プレスイベントでは5Gにも触れた韓国のサムスンも、展示会場では8Kテレビが主役

 ベライゾンは2017年6月、米ヤフーをおよそ45億米ドルで買収。傘下のAOLと統合しOath(オース)を立ち上げた。さらに今年1月7日にはオースを解体し、同社のメディア部門「ベライゾン・メディア・グループ」に組み込んだ。AT&Tも18年6月、米タイム・ワーナーをおよそ854億米ドル(債務負担を入れると約1,080億米ドル)で買収している。

 5Gを推進するには、設備投資が年間で数兆円レベルになり、携帯電話各社は、通信料収入だけでは経営が成り立たないと言われている。そこで、新しい技術を利用したサービスを導入し、ユーザを固定化し、ユーザあたりの単価を上げていく戦略を取らざるを得ない。上流のコンテンツ制作部門は、その戦略を成功させるための必須パーツだ。当時は疑問視されたベライゾンによるヤフー買収も、「垂直統合」という5G生き残り戦略とひも付けると、先見の明があったとさえ思えてくる。

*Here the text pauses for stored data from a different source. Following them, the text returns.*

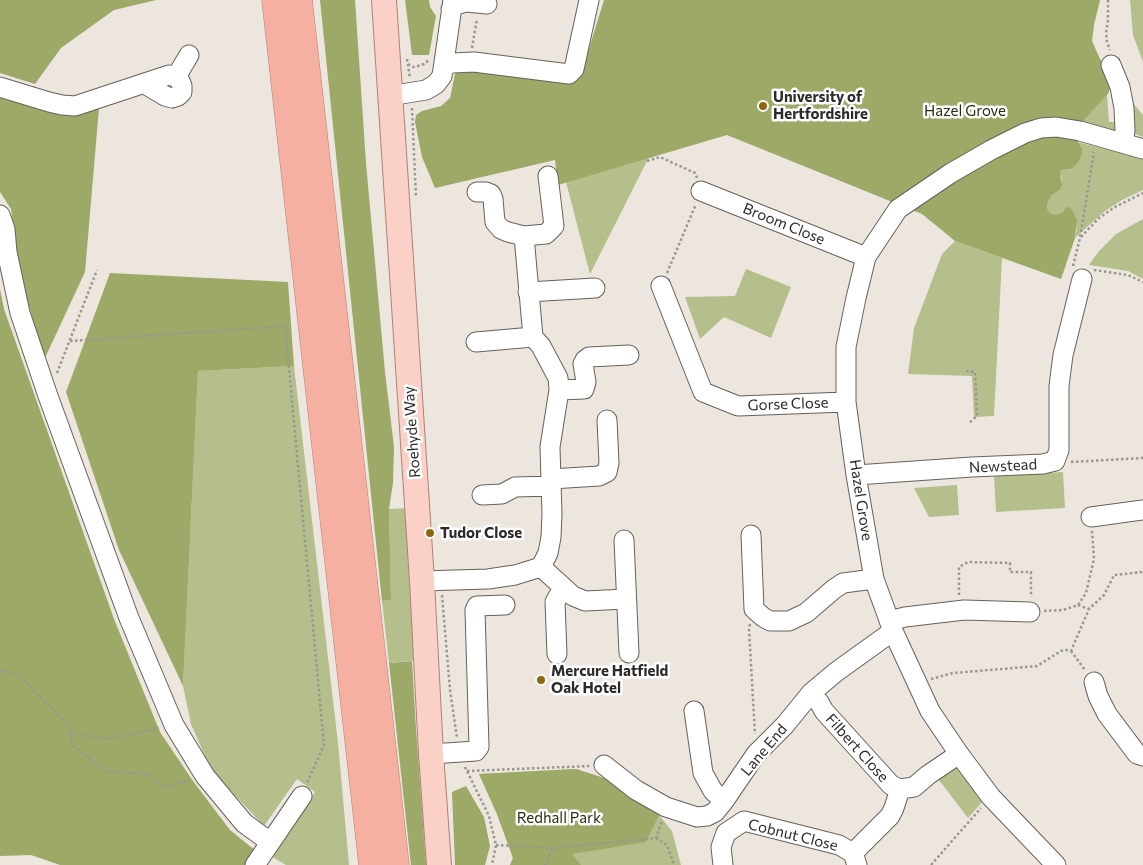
<!DOCTYPE html>
<html>
<head>
<meta charset="utf-8">
<style>
	body { margin:0 }
	canvas { display:block; background:#ece6df }
</style>
</head>
<body>
<canvas width="1143" height="865"></canvas>
<script>
const context = document.querySelector('canvas').getContext('2d');
context.lineJoin = 'round';
function fillPath(path, color) {
  context.fillStyle = color;
  context.fill(path, 'evenodd');
}
function poly(rows) {
  const path = new Path2D();
  for (const r of rows) {
    path.moveTo(r[0], r[1]);
    for (let i = 2; i < r.length; i += 2) path.lineTo(r[i], r[i + 1]);
  }
  return path;
}
function trace(path, color, width, dash) {
  context.strokeStyle = color;
  context.lineWidth = width;
  context.lineCap = dash ? 'butt' : 'round';
  context.setLineDash(dash || []);
  context.stroke(path);
}
function write(font, color, halo, rows, align = 'center') {
  context.font = font + ' Commissioner,sans-serif';
  context.lineWidth = 5;
  context.setLineDash([]);
  context.textBaseline = 'middle';
  context.strokeStyle = halo;
  context.fillStyle = color;
  for (const [text, x, y, turn = 0] of rows) {
    context.save();
    context.translate(x, y);
    context.rotate((+turn || 0) * Math.PI / 180);
    context.textAlign = isNaN(turn) ? turn : align;
    if (halo) context.strokeText(text, 0, 0);
    context.fillText(text, 0, 0);
    context.restore();
  }
}
fillPath(poly([
	[1130,0,1143,0,1143,62,1133,35],
	[1107,95,1109,122,1120,122,1116,133,1081,126,1085,119],
	[1132,102,1143,115,1143,137,1133,133],
	[1078,142,1143,159,1143,190,1122,200,1105,211,1075,238,1077,228,1063,212,1056,215,1050,213,1047,208,1048,201,1052,195,1060,190,1062,178,1059,174,1061,170,1070,169,1080,160,1082,154,1082,148],
	[649,158,647,161,590,274,566,182],
	[1143,219,1143,279,1128,271,1089,265,1099,251,1116,234],
	[955,241,1002,258,994,416,974,417,972,376,908,374,914,328,942,254],
	[746,269,791,287,771,338,724,317,700,339,685,297,735,296],
	[294,366,338,743,349,865,286,865,271,856,315,792,297,779,264,826,211,770,191,724,183,686,198,371],
	[1063,472,1065,508,996,512,994,476],
	[957,485,959,515,929,517,914,488],
	[409,508,418,660,389,663,382,601,391,600,389,509],
	[958,765,984,800,968,818,939,780],
	[576,769,610,780,659,815,672,831,681,865,510,865,513,858,497,814,479,774]
]), '#b5bf8b');
fillPath(poly([
	[0,0,156,0,114,10,61,48,35,84,0,73],
	[320,0,355,0,366,163,385,372,394,447,393,483,389,509,391,600,382,601],
	[405,0,429,0,430,7,436,16,429,55,412,55],
	[604,0,1100,0,1094,25,1092,41,1100,59,1108,72,1111,85,1108,94,1085,119,1081,126,1078,142,1082,148,1082,154,1080,160,1074,167,1070,169,1061,170,1060,174,1062,184,1060,190,1052,195,1048,201,1047,208,1050,213,1056,215,1063,212,1066,207,1071,208,1077,220,1075,238,1061,279,955,241,922,214,727,135,558,185,555,160,435,188,422,157,415,122,416,115,422,111,441,106,450,98,455,74,461,68,572,84,580,78],
	[0,97,68,115,99,108,85,272,44,360,19,269,11,209,0,192],
	[110,273,288,282,294,366,198,371,183,686,119,550,66,392],
	[0,289,4,309,114,619,160,732,193,781,230,830,256,851,248,865,60,865,31,855,0,856],
	[412,661,416,729,426,865,411,865,389,663],
	[576,769,610,780,659,815,646,842,572,854,581,865,510,865,513,858,497,814,479,774],
	[466,786,484,817,490,846,485,865,455,865,452,792]
]), '#9da966');
const minor = poly([
	[451,9,456,5,466,2,487,4],
	[1111,65,1120,87,1124,108,1125,131,1123,143],
	[444,66,452,63,474,62,569,74,574,69,589,0],
	[176,77,189,55],
	[0,87,49,102,62,105,75,106,169,75,176,77,180,81,182,86,182,92,178,96,172,98,165,96,145,84],
	[389,96,426,90,436,84,442,76,453,0],
	[701,191,866,257],
	[0,215,5,229,7,252,20,313,48,396,129,618,174,725,205,776,244,823,270,842],
	[524,236,546,234,554,226,548,176],
	[661,286,703,392,738,406,846,402],
	[528,292,595,288],
	[476,342,533,337],
	[559,390,584,389,586,382,583,364,585,360,589,357,629,355],
	[856,475,972,467,1043,464,1055,461,1059,450,1059,386,1063,355,1082,279],
	[551,479,599,476,607,472,609,463,607,420],
	[482,495,502,494,515,487,551,486],
	[1091,517,1143,510],
	[751,535,754,609,763,617,770,621,789,621,806,613,834,589,843,583,874,579],
	[624,540,629,653],
	[541,567,573,596,585,601,626,599],
	[422,581,488,579,515,575,541,567,548,553,551,537,552,514,550,447,559,390,558,378,541,346,533,337,524,236,508,232,501,229,495,222,493,199,491,194,486,192,477,192],
	[889,621,905,617,964,610,1030,612],
	[557,654,555,602,563,588],
	[1094,682,1098,696,1107,714,1137,754,1143,756],
	[819,702,824,711,891,785,900,789,914,787,928,775,959,754],
	[694,711,703,773,713,791,724,801],
	[431,754,476,751,479,747,475,610,477,606,505,605],
	[604,765,636,790,666,807,697,817,707,816,715,812,724,801,756,754,785,725,811,693,836,672,893,631],
	[853,853,890,816,894,808,900,789],
	[255,865,302,796],
	[723,865,721,847,726,833,744,821,839,845,853,853,857,865],
	[1056,865,991,797,959,754,930,711,893,631,874,579,856,475,846,402,846,347,856,298,866,257,898,209,951,173,991,150,1025,133,1041,128,1056,127,1080,131,1143,149]
]);
const major = poly([
	[384,0,422,581,431,754,439,865]
]);
const highway = poly([
	[276,0,373,865],
	[298,0,395,865]
]);
trace(minor, '#66615b', 21);
trace(major, '#af8177', 26);
trace(highway, '#af8177', 29);
trace(poly([
	[1108,0,1108,20,1106,33,1107,42,1110,50],
	[472,48,477,19],
	[407,59,410,78],
	[408,64,413,67,418,66,424,64,429,60],
	[412,108,416,198],
	[647,161,660,157,695,173,697,178],
	[1081,237,1099,218,1115,207,1143,193],
	[1073,266,1080,238,1094,152],
	[1094,270,1128,275,1143,282],
	[667,273,696,204],
	[70,341,285,326,324,745,307,783],
	[966,371,975,372,977,416,968,424],
	[57,373,97,270],
	[1071,462,1143,458],
	[442,595,450,690,457,738],
	[959,595,959,567,968,562,1010,563,1010,572,1031,572,1031,597],
	[1078,605,1089,609],
	[1044,611,1063,610,1078,605,1086,593,1094,559,1092,531],
	[750,624,749,629,755,734],
	[1071,651,1085,670],
	[0,671,18,675,68,725,73,746,106,772,146,774,164,787,189,781],
	[931,679,953,673,1037,666,1061,651,1066,650,1071,651,1089,609,1104,595,1114,575,1143,572],
	[70,733,110,739,159,728],
	[465,767,489,816,496,845,492,865],
	[467,771,590,766],
	[656,838,667,845,674,865],
	[496,845,553,848,656,838,662,821],
	[545,865,553,848],
	[931,865,981,808]
]), '#9a9691', 2.5, [2.5, 2.5]);
trace(minor, '#fff', 19);
trace(major, '#fad0c7', 24);
trace(highway, '#f6b0a2', 28);
for (const [x, y, r, color] of [
	[763,106,5,"#91640f"],
	[430,533,5,"#91640f"],
	[541,680,5,"#91640f"]
]) {
  const dot = new Path2D();
  dot.arc(x, y, r, 0, 2 * Math.PI);
  context.fillStyle = color;
  context.fill(dot);
  trace(dot, '#fff', 2);
}
write('bold 15px', '#2c2a28', '#fff', [
	["University of",773,97],
	["Hertfordshire",773,114],
	["Tudor Close",440,533],
	["Mercure Hatfield",551,671],
	["Oak Hotel",551,688]
], 'left');
write('15px', '#282d0f', '#fff', [
	["Hazel Grove",965,111],
	["Redhall Park",559,818]
]);
write('15px', '#2c2a28', '#fff', [
	["Broom Close",784,224,22],
	["Gorse Close",788,404,-2],
	["Roehyde Way",412,432,-94],
	["Newstead",1003,466,-3],
	["Hazel Grove",861,500,81],
	["Filbert Close",857,748,48],
	["Lane End",764,750,-50],
	["Cobnut Close",793,835,14]
]);
</script>
</body>
</html>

 日本の携帯電話各社も、「いつか、あたりまえになることを。」「Life Design Company」など様々な方針のもと、業務提携、出資、買収などの手段を駆使して、通信にとどまらない事業拡張を進めている。

 5Gという、まだ姿がぼんやりしている巨大な市場を目指し、携帯電話会社を中心としたメディア業界再編が起こるかもしれない。